物体が衝突する際に重要となるのが反発係数(e)です。反発係数は、物体同士の衝突後の速度の変化と衝突前の速度の関係を示す値で、0≦e≦1の範囲であることが物理的に示されています。今回は、この反発係数がなぜその範囲に収束するのか、そして運動エネルギーとの関係について詳しく解説します。

反発係数の定義とその役割

反発係数(e)は、衝突前後の相対速度の変化を示す指標です。衝突が完全に弾性であれば、eは1になります。この場合、物体の運動エネルギーは保存されます。反対に、eが0の場合、衝突後の相対速度はゼロとなり、運動エネルギーは完全に失われます。

衝突後のエネルギー損失がある場合、反発係数は0と1の間になります。この範囲内に収束する理由を、次のセクションでさらに掘り下げていきます。

反発係数が0≦e≦1である理由

反発係数は衝突時のエネルギー保存と関連があります。運動エネルギーが完全に保存される場合(e=1)は、衝突前後の運動エネルギーの総和が変わりません。しかし、衝突で一部のエネルギーが他の形態(熱や音)に変わる場合、そのエネルギーは失われます。このエネルギー損失の程度が反発係数に反映され、0≦e≦1の範囲に収束することになります。

もし、反発係数が1より大きい場合、物体同士が衝突後に互いに加速し、エネルギーが増加することになりますが、これはエネルギー保存の法則に反するため物理的にあり得ません。

運動エネルギーと相対速度の関係

質問者の例にあったように、Aが100kg、Bが1gの物体で、衝突後に相対速度が増す状況について考えてみましょう。Aの質量が大きいため、衝突後のAの速度はあまり変わりませんが、Bは軽いため大きく加速されます。このような場合、相対速度は確かに増加するように見えるかもしれません。

しかし、この増加した相対速度にも限界があります。物体同士が衝突する際、Bの速度が増加することでエネルギーがBに移行しますが、Aのエネルギーの損失がBに転送され、全体的なエネルギーの保存が維持されます。反発係数は、このエネルギーの損失と伝達を反映した値となります。

弾性衝突と非弾性衝突の違い

弾性衝突とは、運動エネルギーが保存される衝突のことです。この場合、反発係数は1になります。非弾性衝突では一部の運動エネルギーが失われ、反発係数は0と1の間の値を取ります。

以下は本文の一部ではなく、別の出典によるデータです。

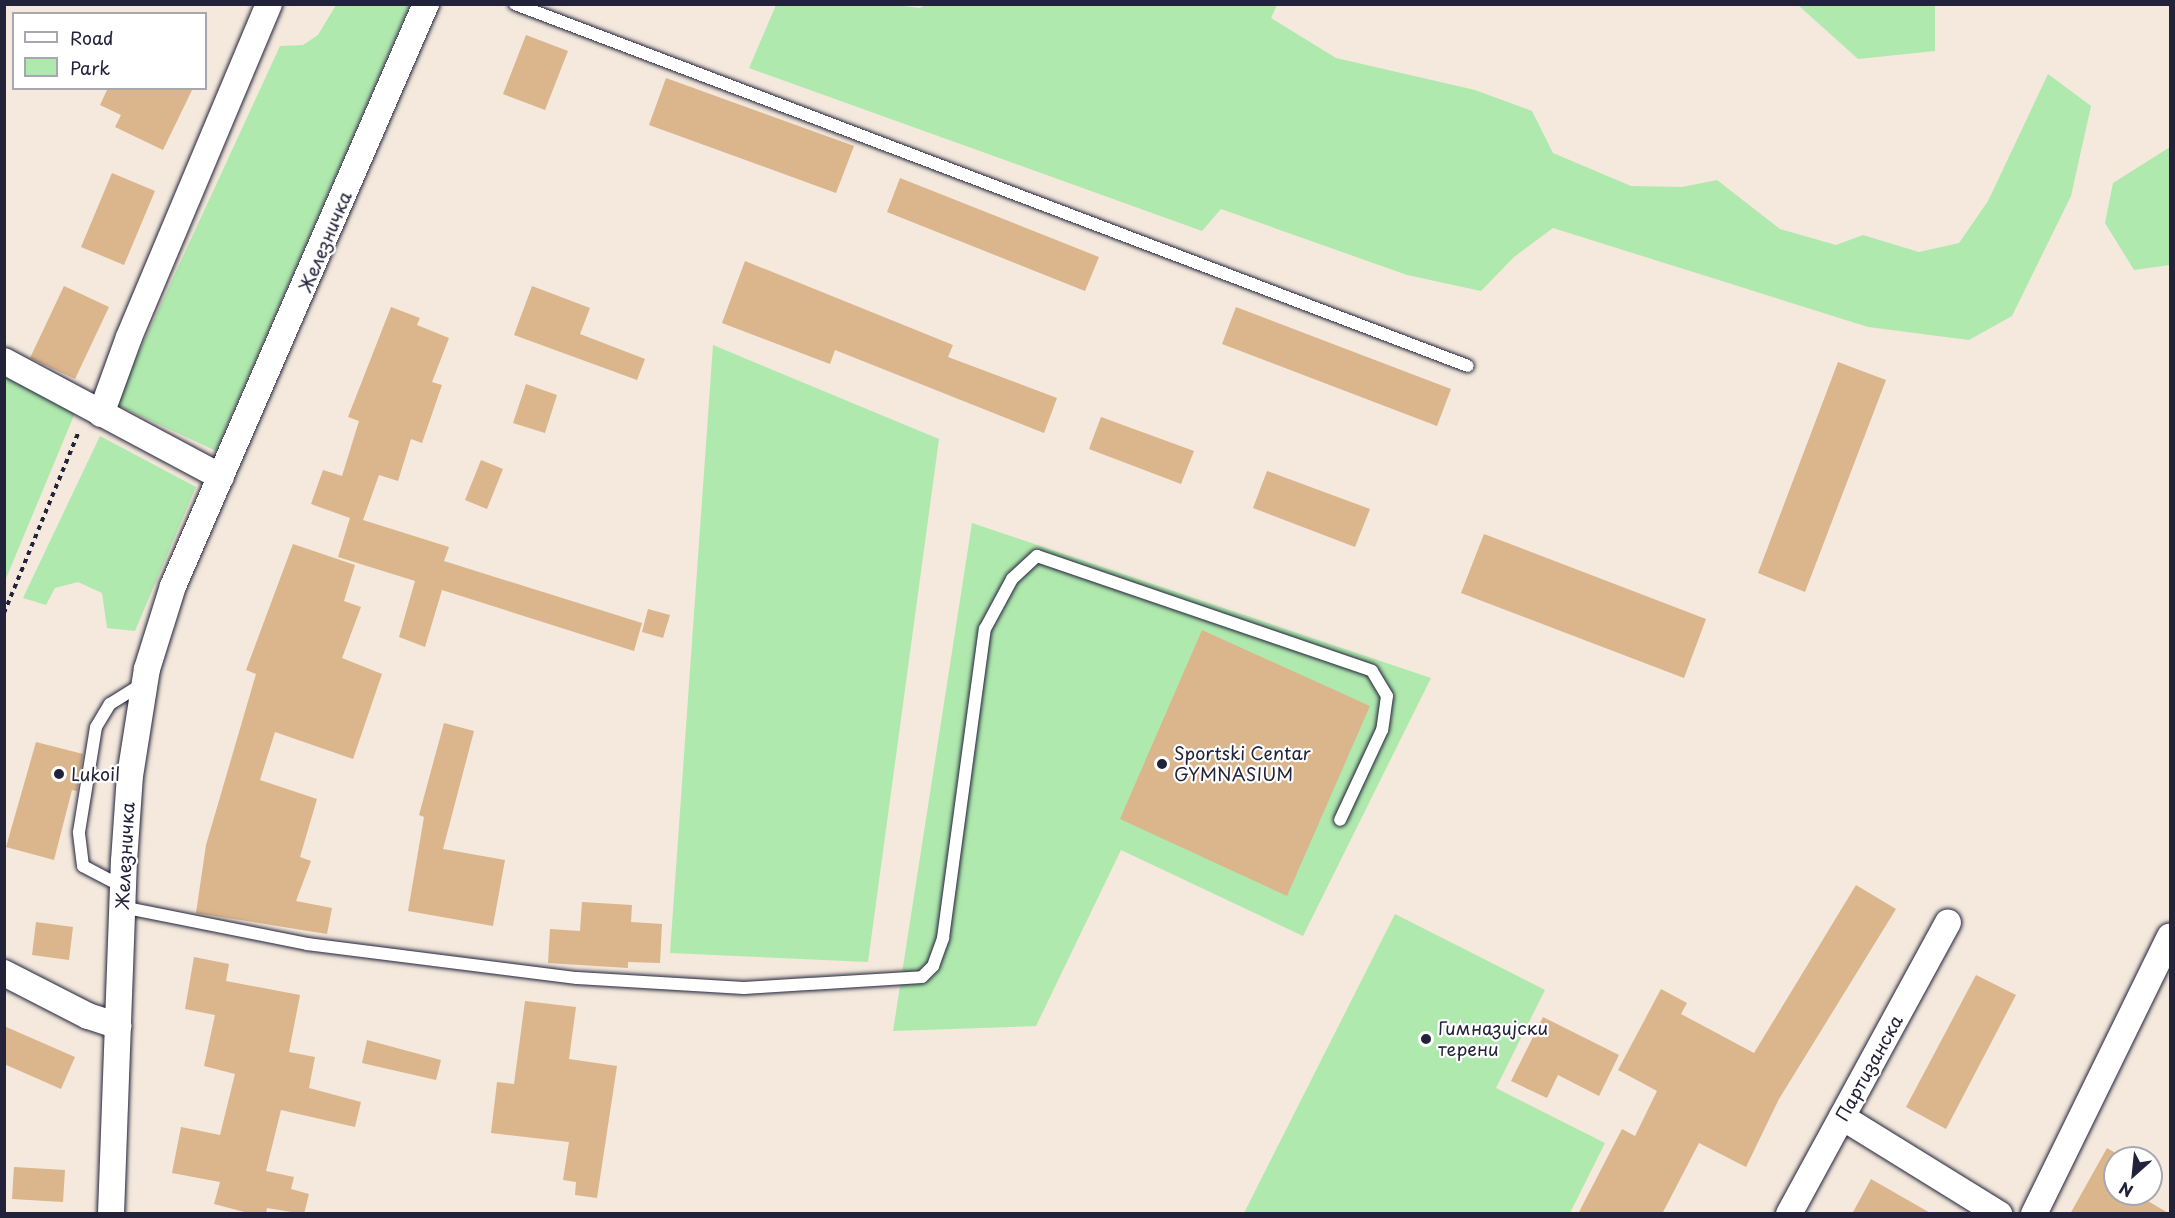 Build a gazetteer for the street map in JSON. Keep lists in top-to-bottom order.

質問者が指摘したように、衝突によって一方の物体のエネルギーが他方の物体に移動することがありますが、この場合でもエネルギーの損失があるため、完全な弾性衝突(e=1)は成立しません。

まとめ

2物体の衝突における反発係数が0≦e≦1である理由は、運動エネルギーの保存とエネルギー損失の関係にあります。エネルギーが完全に保存される場合はe=1となり、運動エネルギーが一部失われる場合は0≦e<1となります。衝突によって相対速度が増加するように見える場合でも、全体的なエネルギーの損失が関わるため、反発係数はこの範囲に収束することが理解できます。